Bastián, incrédulo, improvisó, citando a media docena de autores de autoayuda y agregando un par de frases ambiguas sobre el destino y la belleza interior. Sorprendentemente, funcionó. El avatar sonrió y le indicó la siguiente puerta, que esta vez lo llevó a una dimensión llena de imágenes brillantes y filtros de Instagram. Cada imagen parecía una copia de la anterior: paisajes, desayunos perfectos, selfies en parajes exóticos, cada uno gritando «perfección» de una forma ensayada. El mensaje de la pantalla era claro: «Gana seguidores y obtendrás la clave para salir».
La ironía lo golpeó fuerte. Tenía que construir una imagen de sí mismo que agradara a esos espectadores invisibles, igual que en la vida real. Subió una selfie, añadió filtros, hashtags de lugares que jamás había visitado.
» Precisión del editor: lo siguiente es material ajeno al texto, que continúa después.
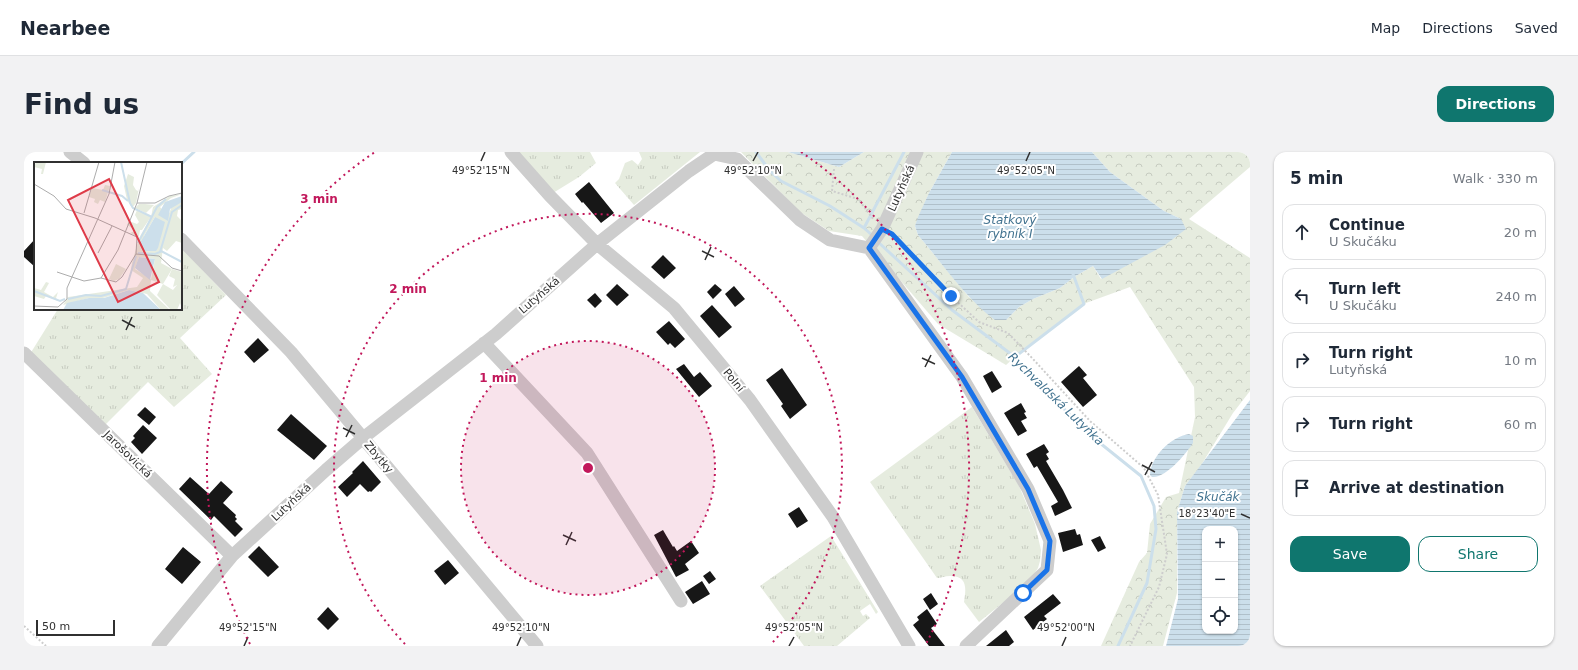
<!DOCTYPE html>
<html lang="en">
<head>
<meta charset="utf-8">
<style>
	:root { --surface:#fff; --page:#f2f2f3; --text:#1f2937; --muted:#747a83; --line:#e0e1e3; --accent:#0f766e }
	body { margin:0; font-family:"DejaVu Sans",sans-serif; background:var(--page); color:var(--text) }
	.controls { position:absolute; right:12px; bottom:12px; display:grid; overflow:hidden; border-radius:8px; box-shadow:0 1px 3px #0004 }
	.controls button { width:36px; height:36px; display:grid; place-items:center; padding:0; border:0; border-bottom:1px solid var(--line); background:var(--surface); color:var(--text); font:20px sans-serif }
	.scale { position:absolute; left:12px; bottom:10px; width:79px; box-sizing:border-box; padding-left:4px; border:2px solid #303030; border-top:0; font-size:11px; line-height:14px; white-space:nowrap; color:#303030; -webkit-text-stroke:3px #fff; paint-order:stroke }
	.stop { position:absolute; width:12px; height:12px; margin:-9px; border:3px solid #1a73e8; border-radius:50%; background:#fff }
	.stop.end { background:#1a73e8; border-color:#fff; box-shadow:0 1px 4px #0008 }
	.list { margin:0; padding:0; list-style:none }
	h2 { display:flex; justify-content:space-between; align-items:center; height:52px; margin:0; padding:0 16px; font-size:17px }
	h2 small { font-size:13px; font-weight:400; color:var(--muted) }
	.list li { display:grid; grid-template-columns:26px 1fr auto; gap:12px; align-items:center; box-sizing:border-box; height:56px; margin:0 8px 8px; padding:0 8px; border:1px solid var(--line); border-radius:12px }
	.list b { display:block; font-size:15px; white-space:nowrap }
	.list p { margin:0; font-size:13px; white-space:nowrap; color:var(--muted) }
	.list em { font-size:13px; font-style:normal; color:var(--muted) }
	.actions { display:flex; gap:8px; padding:12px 16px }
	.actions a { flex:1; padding:9px 0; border:1px solid var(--accent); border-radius:12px; text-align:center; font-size:14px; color:var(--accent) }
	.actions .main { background:var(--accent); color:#fff }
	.icon { flex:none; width:22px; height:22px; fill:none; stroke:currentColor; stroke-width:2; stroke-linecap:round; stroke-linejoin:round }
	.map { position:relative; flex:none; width:1226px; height:494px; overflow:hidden; border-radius:12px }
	header { display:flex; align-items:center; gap:24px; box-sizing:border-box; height:56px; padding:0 20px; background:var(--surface); border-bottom:1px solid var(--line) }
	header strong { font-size:19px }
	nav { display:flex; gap:22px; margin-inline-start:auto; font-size:14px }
	.intro { display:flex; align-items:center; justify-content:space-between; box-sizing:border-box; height:96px; padding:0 24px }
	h1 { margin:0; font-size:28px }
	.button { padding:10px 18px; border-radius:12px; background:var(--accent); color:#fff; font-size:14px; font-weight:700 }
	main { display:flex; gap:24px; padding:0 24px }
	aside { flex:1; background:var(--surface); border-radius:12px; box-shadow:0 1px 3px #0004 }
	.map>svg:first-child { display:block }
	.grass { fill:url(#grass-tufts) }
	.forest { fill:url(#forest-crowns) }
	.water { fill:url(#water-rules); fill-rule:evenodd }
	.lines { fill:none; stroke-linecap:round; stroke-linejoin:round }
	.stream { stroke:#ccdfeb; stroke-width:3 }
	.building { fill:#171717 }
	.path { stroke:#cdcdcd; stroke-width:2; stroke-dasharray:2 2; stroke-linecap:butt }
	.minor { stroke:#cdcdcd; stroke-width:13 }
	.route { stroke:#1a73e8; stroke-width:5 }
	.ticks { fill:none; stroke:#303030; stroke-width:1.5 }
	.ring { fill:none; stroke:#c2185b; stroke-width:2; stroke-dasharray:2 4 }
	.labels { text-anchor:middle; stroke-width:4; stroke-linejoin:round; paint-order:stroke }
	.street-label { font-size:11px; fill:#303030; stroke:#fff }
	.water-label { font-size:12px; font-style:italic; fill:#41728f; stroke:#fff }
	.inset-river { fill:none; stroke:#ccdfeb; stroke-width:2 }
	.inset-road { fill:none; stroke:#acacac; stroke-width:1 }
	.view { fill:#de3b49; fill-opacity:0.15; stroke:#de3b49; stroke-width:2 }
	.inset-edge { fill:none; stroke:#303030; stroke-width:2 }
	.ticks-label { font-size:10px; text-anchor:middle; fill:#303030; stroke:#fff; stroke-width:4; stroke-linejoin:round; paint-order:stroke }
	.centre { fill:#c2185b; stroke:#fff; stroke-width:2 }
	.ring-label { font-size:12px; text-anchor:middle; font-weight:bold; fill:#c2185b; stroke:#fff; stroke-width:4; stroke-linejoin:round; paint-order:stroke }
</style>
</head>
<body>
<header>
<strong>Nearbee</strong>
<nav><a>Map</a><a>Directions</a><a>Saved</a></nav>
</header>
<div class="intro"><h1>Find us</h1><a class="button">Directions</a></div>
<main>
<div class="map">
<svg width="1226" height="494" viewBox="0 0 1226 494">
	<defs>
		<pattern id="grass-tufts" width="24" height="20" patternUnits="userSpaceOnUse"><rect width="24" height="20" fill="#e6ecdf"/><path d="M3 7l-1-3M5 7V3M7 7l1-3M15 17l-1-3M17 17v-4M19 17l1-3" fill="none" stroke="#c6cbc0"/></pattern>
		<pattern id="forest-crowns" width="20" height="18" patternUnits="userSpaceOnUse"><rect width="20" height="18" fill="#e6ecdf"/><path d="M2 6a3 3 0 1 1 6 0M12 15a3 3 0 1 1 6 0" fill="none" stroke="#c6cbc0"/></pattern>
		<pattern id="water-rules" width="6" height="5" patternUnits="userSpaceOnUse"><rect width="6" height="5" fill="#ccdfeb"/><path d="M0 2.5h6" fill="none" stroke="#b0c0ca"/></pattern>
	</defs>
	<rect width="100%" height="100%" fill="#fff"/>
	<path class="grass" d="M493,0H566L572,11L555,25L529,41Z
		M615,0H676L610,53L591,31L595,27L601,11L608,8L614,13L618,7Z
		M157,95L202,143L156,186L188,222L150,255L124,230L80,274L6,202L34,157H157Z
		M948,255L995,334L1011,372L1017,398L1016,409L1014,416L1005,430L955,470L940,450C942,437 944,424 926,424C921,424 917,426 913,426L846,330Z
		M807,384L854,460L852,462L846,452L836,459L839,464L842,462L846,466L813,494H780L736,434Z"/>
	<path class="forest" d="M717,0H764L815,15L840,0H928L905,41L891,74L894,83L945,145L982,168L995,155L1009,147L1036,136L1050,125L1069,114L1077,127L1157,67L1140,59L1086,20L1068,0H1226V15L1165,67L1226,106V239L1209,261L1176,315L1161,334L1153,360V441L1139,494H1077L1115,410L1123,401L1126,372L1142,345L1155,341L1171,265L1170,235L1106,135L1062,151L1001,196L982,213L914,172L838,84L805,79L776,60Z"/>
	<path class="water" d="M764,0H840L815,15Z
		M928,0H1068L1086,20L1140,59L1157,67L1162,77L1141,93L1078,127L1069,114L1050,125L1036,136L1009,147L995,155L982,168H971C941,146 919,112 894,83L891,74L894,65L905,41Z
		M1226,248V494H1142L1154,447L1153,360L1161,334ZM1181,377H1211V479H1181Z
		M1165,282L1169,284V291C1162,302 1141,327 1128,325L1126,323C1127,304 1147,285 1165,282Z"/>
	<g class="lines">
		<path class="stream" d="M732,0L746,19L757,29L806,54L840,76L849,84
			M157,12L170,0
			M840,76L880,0
			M854,90L928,158L991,205L1061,279L1117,324L1130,354L1132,377L1123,431L1094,494
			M991,205L1060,152L1049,122"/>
	</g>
	<path class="building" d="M565,30L590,61L577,71L559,50L558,51L551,42Z
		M11,87V115L0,105V99Z
		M639,103L652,116L640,127L627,115Z
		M593,132L605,143L593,154L582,143Z
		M691,132L698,138L689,147L683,140Z
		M710,134L721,147L711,155L701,142Z
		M571,141L578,149L571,156L563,148Z
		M688,153L708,175L695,186L676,164Z
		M645,169L661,187L651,196L646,191L644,193L632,180Z
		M234,186L245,198L230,211L220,200Z
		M660,212L670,225L676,220L688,234L675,245L652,217Z
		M1055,214L1063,223L1059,226L1073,243L1059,255L1037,230Z
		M758,216L783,253L766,267L757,254L759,252L742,228Z
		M968,219L978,235L968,241L959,224Z
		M997,251L1002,260L1000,261L1003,266L997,269L1003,279L994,284L980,261Z
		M121,255L132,265L125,273L113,263Z
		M267,262L303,294L290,308L253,278Z
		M119,273L133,286L118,302L107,290L111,286L109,284Z
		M1020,292L1025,300L1022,302L1025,307L1022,309L1039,338L1048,356L1031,364L1027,354L1034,350L1013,314L1010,316L1002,302Z
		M339,309L357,330L347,340L346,339L344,340L336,332L323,345L314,335L329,321L328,320Z
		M166,325L185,342L197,329L209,340L199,351L212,363L211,365L213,367L211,369L219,377L211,385L190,364L187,368L155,337Z
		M775,355L784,369L773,376L764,362Z
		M1051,377L1053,383L1056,382L1059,393L1039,400L1034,381Z
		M639,378L649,395L650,394L653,399L667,389L675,401L661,412L665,418L652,425L630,383Z
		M1076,384L1082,396L1074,400L1067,388Z
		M235,394L255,415L244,425L224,405Z
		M159,395L177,410L158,432L141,417Z
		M424,408L435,421L421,433L410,419Z
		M686,419L692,427L685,432L679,424Z
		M678,429L686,442L669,452L661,440Z
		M907,441L914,452L906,458L899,447Z
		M1029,442L1037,451L1020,464L1023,467L1009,478L1000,465Z
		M304,455L315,467L304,478L293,467Z
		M903,457L913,472L907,476L921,494H905L889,473L895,468L893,465Z
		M982,478L990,490L985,494H962Z"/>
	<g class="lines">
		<path class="path" d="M810,17L808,39L834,47L850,68
			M867,82L927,144L955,170L984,181L1009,207L1066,269L1120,316L1134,343L1143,402L1135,435L1106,494
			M0,474L22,494"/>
		<path class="minor" d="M46,0L60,11
			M487,0L526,44L573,92L650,156L726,248L809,365L885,494
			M157,87L267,200L513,494
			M845,96L938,225L1004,337L1026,389L1023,418L942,494
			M845,96L858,77L893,0
			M460,191L563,301L657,449
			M0,201L208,404
			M134,494L208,404L302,318L339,286L472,182L573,92L665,19L690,2L713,7L776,68L806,88L845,96"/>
	</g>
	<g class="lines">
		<path class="route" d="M927,144L868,82L858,77L845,96L938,225L1004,337L1026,389L1023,418L999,441"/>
	</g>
	<path class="ticks" d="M457,9L461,0M729,9L734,0M1002,9L1006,0M678,99L690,105M681,108L687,95M98,168L111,175M102,178L108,165M898,206L911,212M901,215L907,203M319,276L331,282M322,285L328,273M1118,313L1131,320M1121,323L1128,310M1217,362L1226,366M539,383L552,389M542,393L548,380M220,494L224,485M493,494L497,485M765,494L770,485M1038,494L1042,485"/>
	<circle cx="564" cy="316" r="127" fill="#c2185b" fill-opacity=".12"/>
	<g class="ring">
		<circle cx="564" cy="316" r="127"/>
		<path d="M381 492A254 254 0 1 1 747 492"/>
		<path d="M226 492A381 381 0 0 1 351 0M777 0A381 381 0 0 1 902 492"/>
	</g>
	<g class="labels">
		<g class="street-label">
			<text transform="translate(877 36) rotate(-66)" y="4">Lutyňská</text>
			<text transform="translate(515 143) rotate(-41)" y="4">Lutyňská</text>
			<text transform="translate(710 228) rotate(51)" y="4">Polní</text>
			<text transform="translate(104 302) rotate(44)" y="4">Jarošovická</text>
			<text transform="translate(355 305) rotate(50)" y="4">Zbytky</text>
			<text transform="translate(267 350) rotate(-43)" y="4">Lutyňská</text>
		</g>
		<g class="water-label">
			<text x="986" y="72">Statkový<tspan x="986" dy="14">rybník I</tspan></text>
			<text transform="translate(1032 247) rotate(44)" y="4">Rychvaldská Lutyňka</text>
			<text x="1194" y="349">Skučák</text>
		</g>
	</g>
	<g transform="translate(10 10)">
		<rect width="148" height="148" fill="#fff"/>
		<path d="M2,0H12L9,12H7L8,7L0,5ZM71,23L76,24L71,40L66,38L64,42L60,40L61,37L55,35L58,26L69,28ZM105,42H111L120,43L112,51L101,46ZM103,48L117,55L108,68H106L105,75L96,71L101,69L99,64L98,66L93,63L95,59L103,62L105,60L101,53ZM82,102L92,107L85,117L80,119L75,117ZM138,107L148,110V146L146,141L143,148H137L123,133L129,122L139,128L143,123L139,125L141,117L135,114Z" fill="#e6ecdf"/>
		<path d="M94,12L100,15L99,23L102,28L104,29L105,26L102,41L98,46L93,38L90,24ZM148,32L137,36L126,45L134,54L138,44L148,40V47L144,48L143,54L148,59V81L142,79L133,89L129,86L127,101L138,107L129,122L117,118L116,129L136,148H127L113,132L95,128L69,136H55L29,143L34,135L103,125L109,116L97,108L98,101L105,76L117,55L119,45L136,34ZM121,55L127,69L126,78L110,74ZM105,95L121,97L117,117L101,107ZM12,120L15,121L10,130L19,135L24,130L22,136L24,139L12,134L10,137L0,134V126L7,128Z" fill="#e6ecdf" fill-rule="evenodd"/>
		<path d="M148,34V40L136,47L134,59L124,53L131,40ZM121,55L131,60L124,86L122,89H111L106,81ZM105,95L121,97L116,118L101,106ZM95,128L109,131L127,148H29L33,141L55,136H70Z" fill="#ccdfeb"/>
		<path class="inset-river" d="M87,0L96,41L99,46L118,55M68,28L88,34L94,39M104,81L123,45L132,37M127,89L148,100M104,91L121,92L126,90L138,50L148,43M0,129L26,139L31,137M34,137L52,133L67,134L92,127L102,94"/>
		<path class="inset-road" d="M0,22L20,34L32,47L61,56L103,75L102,92M103,41H121L135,34L148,31M50,51L65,0M64,91L78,64M102,92L125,94L138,106L148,109M23,110L50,119L67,116L82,120L88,115L102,92M67,116L84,88L103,41L113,0M0,144L24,145L33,137V126L75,32L81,0"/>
		<path class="view" d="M75,17L125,120L84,140L34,38Z"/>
		<rect width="148" height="148" class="inset-edge"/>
	</g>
	<g class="ticks-label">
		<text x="457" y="22">49°52'15"N</text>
		<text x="1002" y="22">49°52'05"N</text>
		<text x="729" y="22">49°52'10"N</text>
		<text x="1183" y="365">18°23'40"E</text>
		<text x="224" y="479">49°52'15"N</text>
		<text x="497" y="479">49°52'10"N</text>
		<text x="770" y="479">49°52'05"N</text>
		<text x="1042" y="479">49°52'00"N</text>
	</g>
	<circle cx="564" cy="316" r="6" class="centre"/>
	<g class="ring-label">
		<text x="295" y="51">3 min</text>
		<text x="384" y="141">2 min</text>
		<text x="474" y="230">1 min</text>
	</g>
</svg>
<div class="controls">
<button>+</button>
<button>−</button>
<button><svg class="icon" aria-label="locate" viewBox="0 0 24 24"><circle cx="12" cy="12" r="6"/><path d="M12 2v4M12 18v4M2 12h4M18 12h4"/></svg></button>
</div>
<div class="scale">50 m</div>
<div class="stop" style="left:999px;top:441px"></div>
<div class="stop end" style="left:927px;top:144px"></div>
</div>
<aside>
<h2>5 min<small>Walk · 330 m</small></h2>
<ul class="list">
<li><svg class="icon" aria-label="ahead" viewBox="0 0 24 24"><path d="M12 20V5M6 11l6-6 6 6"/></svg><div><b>Continue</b><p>U Skučáku</p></div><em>20 m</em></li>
<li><svg class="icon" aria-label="left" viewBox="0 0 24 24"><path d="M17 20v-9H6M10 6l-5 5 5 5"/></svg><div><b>Turn left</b><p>U Skučáku</p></div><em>240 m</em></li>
<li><svg class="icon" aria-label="right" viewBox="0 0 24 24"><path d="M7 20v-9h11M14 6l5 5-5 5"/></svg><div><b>Turn right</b><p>Lutyňská</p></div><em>10 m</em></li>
<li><svg class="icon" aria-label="right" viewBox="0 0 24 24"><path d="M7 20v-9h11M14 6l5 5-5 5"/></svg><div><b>Turn right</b></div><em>60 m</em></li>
<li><svg class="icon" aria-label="arrive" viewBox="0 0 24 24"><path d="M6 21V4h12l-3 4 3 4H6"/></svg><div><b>Arrive at destination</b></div></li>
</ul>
<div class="actions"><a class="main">Save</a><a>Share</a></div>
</aside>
</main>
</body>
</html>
Cada me gusta incrementaba una barra de popularidad. Tras alcanzar el umbral de popularidad necesario, una puerta con un letrero parpadeante apareció: «OnlyFans». Bastián, al cruzarla, se encontró en una sala de luz tenue, con pantallas proyectando diferentes imágenes de alguien llamado Atreyu, un chico moreno y delgado vestido con harapos y el pelo sin lavar. Lo observaba desde una pantalla, con una sonrisa divertida.
—¿Esperabas encontrarme aquí, Bastián? —dijo Atreyu, y su voz resonaba familiar, aunque impregnada de una ironía cansada—. Bienvenido a la Fantasía de tu tiempo, donde la heroicidad se mide en likes y el valor, en suscriptores.
—¿Quién eres? —preguntó Bastián, todavía incrédulo.
—Soy un influencer sex-positive —respondió Atreyu—. Mi objetivo es conseguir tu atención de forma absoluta para mantenerme relevante en este océano de perfiles artificiales..
Bastián sintió un nudo en el estómago. ¿Tendría que realizar cibersexo en la siguiente prueba? Estaba atrapado en aquel mundo virtual, un laberinto de pruebas digitales que, lejos de fortalecerlo, lo habían dejado vacío, más desconectado de sí mismo.
Tras respirar profundamente preguntó con un atisbo de desesperación —¿Y cómo salgo de aquí? —
Atreyu señaló la esquina de la pantalla, donde una pequeña «x» de cierre aguardaba, casi invisible.
—Es tan fácil como cerrar la ventana, Bastián. Pero dime, ¿quieres realmente hacerlo? Aquí tienes entretenimiento interminable, estímulo infinito. Allá fuera está la realidad, y no ofrece recompensas instantáneas.
Con un último vistazo a Atreyu, Bastián cerró los ojos y apretó la «x». La pantalla se apagó, y el silencio de su habitación lo envolvió. Sintió un extraño alivio y una profunda tristeza. Nueva Fantasía era un lugar repleto de reflejos de entretenimiento, donde las aventuras no transformaban, solo distraían. Encendió la luz, y por primera vez en mucho tiempo, cogió el único libro que había en su cuarto en cuya desvencijada cubierta ponía «La historia terminable y sin scroll» firmada por un tal Michael Ender Scott-Card. Quizás, pensó, aún queda algo de magia en el mundo físico, algo que no podría encontrar en una pantalla, por atractiva que fuera.